General information
- Type: Experimental fighter aircraft
- National origin: Soviet Union
- Manufacturer: Mikoyan-Gurevich
- Number built: 2

History
- First flight: 16 June 1951

= Mikoyan-Gurevich I-350 =

The Mikoyan-Gurevich I-350 (Samolet M), was a Soviet Cold War-era experimental fighter aircraft. It was the first Soviet aircraft able to maintain supersonic speed.

==Design and development==
From 1947, work began on a new axial-flow turbojet by OKB-165, led by Arkhip Mikhailovich Lyulka. OKB Mikoyan-Guryevich designed the I-350 around this engine, the 46.107 kN Lyul'ka TR-3A (redesignated as the Lyulka AL-5).

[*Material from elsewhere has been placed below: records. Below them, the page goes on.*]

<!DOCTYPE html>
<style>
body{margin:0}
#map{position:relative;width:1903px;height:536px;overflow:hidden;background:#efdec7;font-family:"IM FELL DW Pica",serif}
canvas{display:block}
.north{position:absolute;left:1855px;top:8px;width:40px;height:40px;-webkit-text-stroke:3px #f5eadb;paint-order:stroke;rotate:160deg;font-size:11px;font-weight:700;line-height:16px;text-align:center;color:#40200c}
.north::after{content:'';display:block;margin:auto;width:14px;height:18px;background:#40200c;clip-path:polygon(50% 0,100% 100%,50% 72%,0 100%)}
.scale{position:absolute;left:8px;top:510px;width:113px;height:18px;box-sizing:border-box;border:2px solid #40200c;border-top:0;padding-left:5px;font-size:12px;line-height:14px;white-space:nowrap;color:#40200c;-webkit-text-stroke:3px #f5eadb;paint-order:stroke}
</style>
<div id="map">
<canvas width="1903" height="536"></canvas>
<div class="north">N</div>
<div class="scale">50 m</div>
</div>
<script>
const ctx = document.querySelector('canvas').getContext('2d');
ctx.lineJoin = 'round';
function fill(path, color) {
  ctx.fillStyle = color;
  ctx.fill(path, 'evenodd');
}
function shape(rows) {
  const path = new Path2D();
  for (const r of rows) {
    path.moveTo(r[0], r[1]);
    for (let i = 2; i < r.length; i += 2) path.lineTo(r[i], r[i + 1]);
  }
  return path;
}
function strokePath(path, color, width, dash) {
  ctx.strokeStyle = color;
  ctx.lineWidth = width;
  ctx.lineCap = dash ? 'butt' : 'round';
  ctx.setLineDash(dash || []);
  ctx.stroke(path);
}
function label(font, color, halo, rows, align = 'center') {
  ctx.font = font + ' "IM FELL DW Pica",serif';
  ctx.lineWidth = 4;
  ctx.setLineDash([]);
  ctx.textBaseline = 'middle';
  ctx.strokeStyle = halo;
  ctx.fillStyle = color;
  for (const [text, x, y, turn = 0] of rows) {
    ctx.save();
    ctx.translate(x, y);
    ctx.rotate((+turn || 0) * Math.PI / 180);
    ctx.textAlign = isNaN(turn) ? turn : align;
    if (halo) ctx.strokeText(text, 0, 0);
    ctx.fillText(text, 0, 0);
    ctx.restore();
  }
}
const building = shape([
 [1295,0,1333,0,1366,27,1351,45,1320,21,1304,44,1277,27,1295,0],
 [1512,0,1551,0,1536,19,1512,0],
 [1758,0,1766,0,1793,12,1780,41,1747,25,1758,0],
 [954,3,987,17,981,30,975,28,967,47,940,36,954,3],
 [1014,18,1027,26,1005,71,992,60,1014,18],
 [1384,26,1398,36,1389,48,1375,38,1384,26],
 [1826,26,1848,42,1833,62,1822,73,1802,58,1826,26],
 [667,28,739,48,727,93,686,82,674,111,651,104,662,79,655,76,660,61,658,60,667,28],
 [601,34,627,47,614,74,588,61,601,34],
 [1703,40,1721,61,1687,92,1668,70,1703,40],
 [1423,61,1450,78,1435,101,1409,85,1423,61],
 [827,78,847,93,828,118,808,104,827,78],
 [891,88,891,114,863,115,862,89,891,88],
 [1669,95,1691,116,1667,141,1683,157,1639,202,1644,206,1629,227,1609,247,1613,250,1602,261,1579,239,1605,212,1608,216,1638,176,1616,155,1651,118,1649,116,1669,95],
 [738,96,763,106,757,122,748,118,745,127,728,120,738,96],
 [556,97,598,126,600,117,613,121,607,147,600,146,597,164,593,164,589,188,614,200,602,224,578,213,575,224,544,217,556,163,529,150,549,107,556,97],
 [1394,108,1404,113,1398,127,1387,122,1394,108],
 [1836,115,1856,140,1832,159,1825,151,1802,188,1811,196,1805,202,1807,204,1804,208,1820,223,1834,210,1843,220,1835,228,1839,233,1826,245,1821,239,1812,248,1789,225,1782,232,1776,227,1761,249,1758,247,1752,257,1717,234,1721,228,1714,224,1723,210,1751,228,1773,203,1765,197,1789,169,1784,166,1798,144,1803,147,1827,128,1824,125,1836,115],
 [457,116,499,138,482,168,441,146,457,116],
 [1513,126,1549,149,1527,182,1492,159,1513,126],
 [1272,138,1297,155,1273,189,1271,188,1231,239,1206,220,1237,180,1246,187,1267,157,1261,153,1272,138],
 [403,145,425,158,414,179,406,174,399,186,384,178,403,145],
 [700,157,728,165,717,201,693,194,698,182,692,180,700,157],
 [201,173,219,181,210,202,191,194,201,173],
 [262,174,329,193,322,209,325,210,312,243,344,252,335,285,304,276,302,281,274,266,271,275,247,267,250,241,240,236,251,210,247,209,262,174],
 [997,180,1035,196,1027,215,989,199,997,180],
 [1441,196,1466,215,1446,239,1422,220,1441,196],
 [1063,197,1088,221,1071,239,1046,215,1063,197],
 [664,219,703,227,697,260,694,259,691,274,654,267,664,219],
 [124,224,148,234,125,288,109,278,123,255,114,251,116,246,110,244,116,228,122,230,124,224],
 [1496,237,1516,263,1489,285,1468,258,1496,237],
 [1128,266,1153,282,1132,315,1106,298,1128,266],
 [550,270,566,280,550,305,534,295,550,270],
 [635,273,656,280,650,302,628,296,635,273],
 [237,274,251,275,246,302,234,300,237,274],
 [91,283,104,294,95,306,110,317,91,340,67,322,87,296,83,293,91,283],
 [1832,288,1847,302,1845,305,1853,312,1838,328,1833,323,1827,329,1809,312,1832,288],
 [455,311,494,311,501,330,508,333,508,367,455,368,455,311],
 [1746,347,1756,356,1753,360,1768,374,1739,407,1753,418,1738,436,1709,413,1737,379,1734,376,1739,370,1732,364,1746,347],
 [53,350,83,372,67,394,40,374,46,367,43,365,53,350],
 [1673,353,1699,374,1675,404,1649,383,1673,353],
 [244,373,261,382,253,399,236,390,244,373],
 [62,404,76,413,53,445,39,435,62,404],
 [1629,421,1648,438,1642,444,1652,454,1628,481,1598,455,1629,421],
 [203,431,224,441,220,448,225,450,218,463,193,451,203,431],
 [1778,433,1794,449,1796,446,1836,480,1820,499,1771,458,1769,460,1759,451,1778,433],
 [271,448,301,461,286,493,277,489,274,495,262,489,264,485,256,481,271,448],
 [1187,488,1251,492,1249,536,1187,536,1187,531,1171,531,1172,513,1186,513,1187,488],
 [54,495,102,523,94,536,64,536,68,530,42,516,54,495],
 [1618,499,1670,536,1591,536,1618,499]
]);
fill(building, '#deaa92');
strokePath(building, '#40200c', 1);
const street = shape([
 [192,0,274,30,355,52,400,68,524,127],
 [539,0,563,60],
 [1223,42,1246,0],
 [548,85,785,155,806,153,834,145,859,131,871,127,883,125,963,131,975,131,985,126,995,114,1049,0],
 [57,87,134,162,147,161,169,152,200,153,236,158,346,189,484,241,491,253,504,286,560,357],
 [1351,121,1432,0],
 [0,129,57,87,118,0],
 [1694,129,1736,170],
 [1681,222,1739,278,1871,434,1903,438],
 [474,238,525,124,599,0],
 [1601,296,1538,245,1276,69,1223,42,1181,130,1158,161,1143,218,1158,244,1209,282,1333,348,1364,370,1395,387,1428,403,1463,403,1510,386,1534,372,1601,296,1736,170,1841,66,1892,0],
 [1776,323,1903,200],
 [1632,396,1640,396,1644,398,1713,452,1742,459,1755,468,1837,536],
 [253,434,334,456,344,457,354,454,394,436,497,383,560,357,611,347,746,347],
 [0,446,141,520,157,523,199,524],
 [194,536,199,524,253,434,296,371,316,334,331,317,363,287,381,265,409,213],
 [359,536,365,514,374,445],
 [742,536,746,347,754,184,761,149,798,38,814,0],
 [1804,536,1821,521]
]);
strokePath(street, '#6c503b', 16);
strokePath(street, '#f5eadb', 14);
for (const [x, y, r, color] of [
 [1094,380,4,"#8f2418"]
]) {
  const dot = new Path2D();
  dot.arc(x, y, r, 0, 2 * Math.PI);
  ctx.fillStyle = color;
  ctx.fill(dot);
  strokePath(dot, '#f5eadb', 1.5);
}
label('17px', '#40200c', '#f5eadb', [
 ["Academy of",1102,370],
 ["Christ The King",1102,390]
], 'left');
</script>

Resembling a scaled-up MiG-17, the I-350 had a long slim fuselage, mid-set 57° swept wings and a wide-chord fin mounting a tailplane at half-span.

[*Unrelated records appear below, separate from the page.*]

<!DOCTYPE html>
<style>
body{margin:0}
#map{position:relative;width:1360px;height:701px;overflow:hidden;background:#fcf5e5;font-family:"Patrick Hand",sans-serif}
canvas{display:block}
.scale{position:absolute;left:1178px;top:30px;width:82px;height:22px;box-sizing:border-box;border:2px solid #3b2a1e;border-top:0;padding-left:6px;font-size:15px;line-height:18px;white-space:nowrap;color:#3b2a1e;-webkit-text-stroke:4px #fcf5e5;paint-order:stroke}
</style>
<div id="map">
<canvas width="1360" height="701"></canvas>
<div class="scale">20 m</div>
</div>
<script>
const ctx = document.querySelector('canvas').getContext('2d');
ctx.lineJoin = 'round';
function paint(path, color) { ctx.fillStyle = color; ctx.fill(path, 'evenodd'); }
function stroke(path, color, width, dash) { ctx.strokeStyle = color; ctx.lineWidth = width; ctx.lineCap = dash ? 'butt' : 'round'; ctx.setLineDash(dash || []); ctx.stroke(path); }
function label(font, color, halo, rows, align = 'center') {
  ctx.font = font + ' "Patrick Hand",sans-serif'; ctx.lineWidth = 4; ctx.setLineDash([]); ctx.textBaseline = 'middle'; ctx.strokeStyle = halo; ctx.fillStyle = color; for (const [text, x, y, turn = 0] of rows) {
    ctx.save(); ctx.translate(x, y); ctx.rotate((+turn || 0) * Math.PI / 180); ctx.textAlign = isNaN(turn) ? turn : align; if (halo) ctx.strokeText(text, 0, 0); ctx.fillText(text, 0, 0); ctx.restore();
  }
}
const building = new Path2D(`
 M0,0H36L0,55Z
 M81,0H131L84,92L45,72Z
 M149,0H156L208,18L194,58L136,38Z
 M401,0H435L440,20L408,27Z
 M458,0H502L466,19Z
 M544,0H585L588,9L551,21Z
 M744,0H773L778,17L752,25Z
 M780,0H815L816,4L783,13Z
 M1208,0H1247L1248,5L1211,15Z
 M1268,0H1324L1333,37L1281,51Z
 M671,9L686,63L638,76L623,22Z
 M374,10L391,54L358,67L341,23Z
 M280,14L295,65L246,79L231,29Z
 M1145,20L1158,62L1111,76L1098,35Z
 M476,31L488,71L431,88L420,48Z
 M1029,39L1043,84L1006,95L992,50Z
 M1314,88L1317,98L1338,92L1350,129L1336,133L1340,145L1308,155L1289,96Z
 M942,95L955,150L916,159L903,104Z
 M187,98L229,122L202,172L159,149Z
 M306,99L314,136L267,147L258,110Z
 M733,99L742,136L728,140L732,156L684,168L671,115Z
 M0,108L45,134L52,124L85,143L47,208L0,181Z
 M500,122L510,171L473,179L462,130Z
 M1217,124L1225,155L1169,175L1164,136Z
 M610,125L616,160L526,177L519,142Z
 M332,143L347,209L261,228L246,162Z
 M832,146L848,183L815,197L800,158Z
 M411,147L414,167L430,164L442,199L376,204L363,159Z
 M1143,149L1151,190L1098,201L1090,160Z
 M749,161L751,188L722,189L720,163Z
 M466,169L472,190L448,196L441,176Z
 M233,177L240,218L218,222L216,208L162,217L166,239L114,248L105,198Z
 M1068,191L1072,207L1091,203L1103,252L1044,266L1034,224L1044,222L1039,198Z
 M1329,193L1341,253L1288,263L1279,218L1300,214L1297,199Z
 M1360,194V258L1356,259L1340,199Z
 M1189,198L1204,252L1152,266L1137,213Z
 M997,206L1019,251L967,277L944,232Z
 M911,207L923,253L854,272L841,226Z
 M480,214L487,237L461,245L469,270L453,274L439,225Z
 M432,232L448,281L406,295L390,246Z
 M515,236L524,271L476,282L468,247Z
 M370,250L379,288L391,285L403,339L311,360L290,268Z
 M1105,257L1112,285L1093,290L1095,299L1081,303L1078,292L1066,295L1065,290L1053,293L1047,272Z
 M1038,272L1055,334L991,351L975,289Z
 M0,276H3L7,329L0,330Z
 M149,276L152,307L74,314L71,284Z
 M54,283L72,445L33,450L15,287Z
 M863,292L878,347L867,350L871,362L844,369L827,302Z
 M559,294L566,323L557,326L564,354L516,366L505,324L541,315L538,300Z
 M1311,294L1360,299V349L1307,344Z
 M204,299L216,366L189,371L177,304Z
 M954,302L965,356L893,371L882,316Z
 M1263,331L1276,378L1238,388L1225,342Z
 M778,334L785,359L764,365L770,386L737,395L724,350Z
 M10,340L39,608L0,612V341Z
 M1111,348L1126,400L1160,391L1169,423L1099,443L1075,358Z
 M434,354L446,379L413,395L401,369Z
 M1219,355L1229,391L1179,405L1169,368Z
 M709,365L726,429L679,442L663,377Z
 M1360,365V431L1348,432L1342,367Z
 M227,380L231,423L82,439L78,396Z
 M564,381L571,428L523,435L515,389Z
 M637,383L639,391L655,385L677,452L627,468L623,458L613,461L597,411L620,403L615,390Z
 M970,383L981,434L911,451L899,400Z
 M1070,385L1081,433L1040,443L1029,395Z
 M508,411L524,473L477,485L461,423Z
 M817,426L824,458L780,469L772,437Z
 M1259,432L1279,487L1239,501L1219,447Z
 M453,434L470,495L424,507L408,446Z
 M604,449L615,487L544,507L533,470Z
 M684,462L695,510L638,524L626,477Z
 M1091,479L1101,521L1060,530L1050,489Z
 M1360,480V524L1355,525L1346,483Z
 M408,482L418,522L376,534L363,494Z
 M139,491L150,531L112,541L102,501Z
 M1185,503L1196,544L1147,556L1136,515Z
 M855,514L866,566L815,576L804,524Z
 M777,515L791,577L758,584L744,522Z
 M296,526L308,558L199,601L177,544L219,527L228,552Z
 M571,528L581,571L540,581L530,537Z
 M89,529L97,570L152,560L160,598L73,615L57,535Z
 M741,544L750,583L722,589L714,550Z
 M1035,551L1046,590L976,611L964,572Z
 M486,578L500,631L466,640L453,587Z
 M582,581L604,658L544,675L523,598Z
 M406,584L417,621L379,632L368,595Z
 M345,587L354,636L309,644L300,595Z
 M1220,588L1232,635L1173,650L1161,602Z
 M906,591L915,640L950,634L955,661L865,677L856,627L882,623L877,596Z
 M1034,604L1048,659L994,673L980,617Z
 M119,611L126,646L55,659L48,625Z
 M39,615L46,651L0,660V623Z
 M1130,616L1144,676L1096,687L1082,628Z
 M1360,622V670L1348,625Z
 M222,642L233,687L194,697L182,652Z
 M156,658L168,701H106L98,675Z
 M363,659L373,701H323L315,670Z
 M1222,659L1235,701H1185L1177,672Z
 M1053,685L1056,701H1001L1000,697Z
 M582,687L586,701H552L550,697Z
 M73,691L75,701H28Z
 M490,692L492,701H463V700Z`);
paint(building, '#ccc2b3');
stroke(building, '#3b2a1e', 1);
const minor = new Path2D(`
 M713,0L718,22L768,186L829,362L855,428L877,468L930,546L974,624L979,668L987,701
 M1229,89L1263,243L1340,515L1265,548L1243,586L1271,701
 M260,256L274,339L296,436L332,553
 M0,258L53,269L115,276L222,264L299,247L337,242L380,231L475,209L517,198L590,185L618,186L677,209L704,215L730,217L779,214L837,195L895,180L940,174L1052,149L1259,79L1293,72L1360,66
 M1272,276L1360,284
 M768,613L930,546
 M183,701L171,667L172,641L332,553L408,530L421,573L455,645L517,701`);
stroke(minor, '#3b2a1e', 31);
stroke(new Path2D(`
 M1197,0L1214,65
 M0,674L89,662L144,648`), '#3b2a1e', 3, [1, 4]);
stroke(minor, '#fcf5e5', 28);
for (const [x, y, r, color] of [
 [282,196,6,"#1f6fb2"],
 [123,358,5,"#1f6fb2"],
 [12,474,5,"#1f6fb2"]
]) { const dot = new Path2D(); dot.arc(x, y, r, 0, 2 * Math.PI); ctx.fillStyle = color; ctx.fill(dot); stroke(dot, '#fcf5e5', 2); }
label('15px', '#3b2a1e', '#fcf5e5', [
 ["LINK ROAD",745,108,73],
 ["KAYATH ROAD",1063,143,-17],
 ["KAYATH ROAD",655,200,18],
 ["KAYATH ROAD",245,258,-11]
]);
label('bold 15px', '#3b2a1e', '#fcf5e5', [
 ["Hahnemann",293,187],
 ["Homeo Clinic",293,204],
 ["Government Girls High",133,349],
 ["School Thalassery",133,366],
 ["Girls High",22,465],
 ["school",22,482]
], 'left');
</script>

Given the OKB designation Izdeliye M, it was the first Soviet fighter able to fly stably at supersonic speeds. Redesignated as the I-350, the I-350M-1 first prototype was fitted with a RP-1 Izumrud airborne interception radar and the second prototype, I-350M-2, was fitted with a Korshun airborne interception radar.

==Operational history==
The I-350M-1 first flew on 16 June 1951, piloted by Grigoriy A. Sedov, but the engine failed shortly after takeoff, precipitating a hydraulic system failure. Despite battling very heavy control forces, the pilot made a successful landing after lowering the landing gear using the emergency undercarriage extension system. Four more test flights were made, with very poor engine reliability, before the I-350 programme was terminated in August 1951.